Meeting God: Carmelite Reflections and Prayers ed. by the Irish Carmelites (Columba Press, €16.99 hb / £12.50 hb)
Anthony Redmond
Sometimes it can be extremely difficult to pray. One can be tired, distracted and occasionally lacking in faith. It can be difficult to concentrate and focus. St Thérèse of Lisieux was no stranger to this sense of spiritual numbness and desolation. Indeed, she wrote about it with painful honesty in Story of a Soul.
Meeting God is a wonderful little prayer book drawing on the Carmelite spiritual tradition. It has reflections, poetry, prayers and biography from the Carmelite heritage.

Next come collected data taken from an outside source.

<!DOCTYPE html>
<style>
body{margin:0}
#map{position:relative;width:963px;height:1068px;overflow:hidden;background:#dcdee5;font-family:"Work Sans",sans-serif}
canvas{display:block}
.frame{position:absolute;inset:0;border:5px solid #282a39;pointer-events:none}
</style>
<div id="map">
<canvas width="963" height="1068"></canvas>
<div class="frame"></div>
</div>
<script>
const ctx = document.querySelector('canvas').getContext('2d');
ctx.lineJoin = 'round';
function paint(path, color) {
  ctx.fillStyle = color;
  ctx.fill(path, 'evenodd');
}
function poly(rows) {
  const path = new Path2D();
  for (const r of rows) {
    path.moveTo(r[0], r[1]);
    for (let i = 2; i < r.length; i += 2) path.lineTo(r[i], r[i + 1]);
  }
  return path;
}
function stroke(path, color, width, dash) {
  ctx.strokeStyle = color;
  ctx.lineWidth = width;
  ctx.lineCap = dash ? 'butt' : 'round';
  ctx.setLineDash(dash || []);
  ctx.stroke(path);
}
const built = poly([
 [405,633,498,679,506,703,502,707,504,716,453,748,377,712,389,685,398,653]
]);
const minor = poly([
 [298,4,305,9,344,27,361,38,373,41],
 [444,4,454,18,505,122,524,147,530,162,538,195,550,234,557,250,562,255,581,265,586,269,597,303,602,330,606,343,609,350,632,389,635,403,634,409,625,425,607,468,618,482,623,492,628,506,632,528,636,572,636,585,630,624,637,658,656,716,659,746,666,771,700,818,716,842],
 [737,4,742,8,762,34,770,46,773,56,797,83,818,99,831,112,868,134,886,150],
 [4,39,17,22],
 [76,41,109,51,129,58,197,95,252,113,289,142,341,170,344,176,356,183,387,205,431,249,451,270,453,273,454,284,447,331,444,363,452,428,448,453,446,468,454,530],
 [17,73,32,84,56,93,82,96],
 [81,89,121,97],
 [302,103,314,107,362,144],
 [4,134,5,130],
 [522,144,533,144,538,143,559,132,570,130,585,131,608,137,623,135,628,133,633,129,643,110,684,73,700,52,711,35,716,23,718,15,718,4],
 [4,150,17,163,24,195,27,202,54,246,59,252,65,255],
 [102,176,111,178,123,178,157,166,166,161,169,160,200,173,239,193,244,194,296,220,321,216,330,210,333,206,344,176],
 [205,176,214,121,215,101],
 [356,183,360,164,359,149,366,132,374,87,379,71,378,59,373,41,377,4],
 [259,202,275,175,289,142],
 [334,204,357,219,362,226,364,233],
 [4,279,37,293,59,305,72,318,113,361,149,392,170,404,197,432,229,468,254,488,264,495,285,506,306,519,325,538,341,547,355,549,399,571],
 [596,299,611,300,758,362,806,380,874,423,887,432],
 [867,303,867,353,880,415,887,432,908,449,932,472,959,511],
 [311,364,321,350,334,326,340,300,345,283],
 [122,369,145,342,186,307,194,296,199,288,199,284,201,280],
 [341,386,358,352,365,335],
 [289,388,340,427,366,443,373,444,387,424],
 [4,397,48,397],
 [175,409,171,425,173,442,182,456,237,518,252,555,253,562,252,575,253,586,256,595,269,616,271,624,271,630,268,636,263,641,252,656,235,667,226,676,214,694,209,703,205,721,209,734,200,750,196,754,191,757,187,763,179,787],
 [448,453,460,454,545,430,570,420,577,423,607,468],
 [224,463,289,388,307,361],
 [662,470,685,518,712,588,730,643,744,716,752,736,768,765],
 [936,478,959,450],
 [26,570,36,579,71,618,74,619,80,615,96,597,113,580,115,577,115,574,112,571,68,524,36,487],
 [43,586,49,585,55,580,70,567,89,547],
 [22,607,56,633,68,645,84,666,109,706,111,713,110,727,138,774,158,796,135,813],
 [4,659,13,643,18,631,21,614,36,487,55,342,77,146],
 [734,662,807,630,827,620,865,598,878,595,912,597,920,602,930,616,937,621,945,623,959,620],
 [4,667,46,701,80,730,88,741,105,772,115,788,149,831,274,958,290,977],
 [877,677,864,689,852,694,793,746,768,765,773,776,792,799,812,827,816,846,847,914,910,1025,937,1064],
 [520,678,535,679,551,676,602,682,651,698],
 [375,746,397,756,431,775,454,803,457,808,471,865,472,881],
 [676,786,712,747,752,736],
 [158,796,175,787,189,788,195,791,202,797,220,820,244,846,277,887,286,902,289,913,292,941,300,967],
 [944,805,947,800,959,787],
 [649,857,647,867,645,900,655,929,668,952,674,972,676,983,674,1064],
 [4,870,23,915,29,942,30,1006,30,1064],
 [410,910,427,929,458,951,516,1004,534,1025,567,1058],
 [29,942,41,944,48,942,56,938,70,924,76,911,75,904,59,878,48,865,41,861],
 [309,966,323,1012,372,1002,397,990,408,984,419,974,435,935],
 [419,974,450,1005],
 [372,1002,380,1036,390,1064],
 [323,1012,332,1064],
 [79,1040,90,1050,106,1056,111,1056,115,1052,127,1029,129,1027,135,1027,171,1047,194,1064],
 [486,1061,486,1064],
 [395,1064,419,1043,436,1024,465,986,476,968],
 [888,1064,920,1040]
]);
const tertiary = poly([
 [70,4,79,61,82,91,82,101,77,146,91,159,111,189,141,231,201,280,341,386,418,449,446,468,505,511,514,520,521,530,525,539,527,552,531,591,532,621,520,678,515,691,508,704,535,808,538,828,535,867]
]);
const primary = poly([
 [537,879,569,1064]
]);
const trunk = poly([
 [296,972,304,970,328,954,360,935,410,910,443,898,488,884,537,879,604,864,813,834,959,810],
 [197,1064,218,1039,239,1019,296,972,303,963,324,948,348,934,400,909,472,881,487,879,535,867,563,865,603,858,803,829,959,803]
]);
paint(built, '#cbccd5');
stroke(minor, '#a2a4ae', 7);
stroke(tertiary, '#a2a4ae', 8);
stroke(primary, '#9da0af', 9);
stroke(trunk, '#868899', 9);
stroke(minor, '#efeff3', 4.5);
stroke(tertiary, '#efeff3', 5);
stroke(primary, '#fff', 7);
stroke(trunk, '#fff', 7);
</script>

This is a revised edition. It was first published in 2007 to mark the 800th centenary of the rule which goes back to St Albert of Jerusalem in 1207. It has a night prayer in the Carmelite tradition as well as the Carmelite Rule with a commentary.
There is a hypnotic, mesmeric quality to the words of many of these beautiful prayers and poems.
One feels lulled by their cadence. In the Introduction we read: “The variety offered by this book is itself an invitation to use it in many ways, it is certainly not meant to be read through, it is a book to be used at various times to find prayer and inspiration. It needs time to disclose the riches of its many short passages, it is to be taken up and pondered, and it can become a friend at the bedside or in the kitchen or office, a book for the bus or car. The lives and writings of Carmelite saints and spiritual writers are meant to be a word for our time, for our over busy and secularised world.”
It talks about the four traditional forms of prayer: adoration, thanksgiving, asking for mercy and forgiveness and intercession. There is a particularly moving and beautiful prayer written by Blessed Titus Brandsma in Scheveningen prison in February, 1942.
It also has that wonderful poem by St John of the Cross, One Dark Night. There are reflections of many famous Carmelites, such as St Teresa of Avila, Blessed Elizabeth of the Trinity, St Benedicta of the Cross (more widely known as Edith Stein) and the Maltese youth leader and priest, St George Preca, canonised in 2007.
There are many illustrations from Irish Carmelite art. There is too a lovely photograph of the shrine of Our Lady of Dublin which is in the Carmelite church of Whitefriar Street in Dublin.
Let nothing trouble you,
Let nothing scare you,
All is fleeting,
God alone is unchanging.
Patience obtains all;
Whoever possesses God
Wants nothing,
God alone suffices.
As it says in the book: “Prayer is a gift for which we must pray; it is an art that we must practise; it is an indicator of the health of my relationship with God and others; it is a compass to direct me; it is a means and a test of my human authenticity.”
This is a book to dip into. In the hectic, busy, tormented world in which we live it’s good to have something to help us to pause and reflect and contemplate.
Many readers will find this delightful little book is just the thing.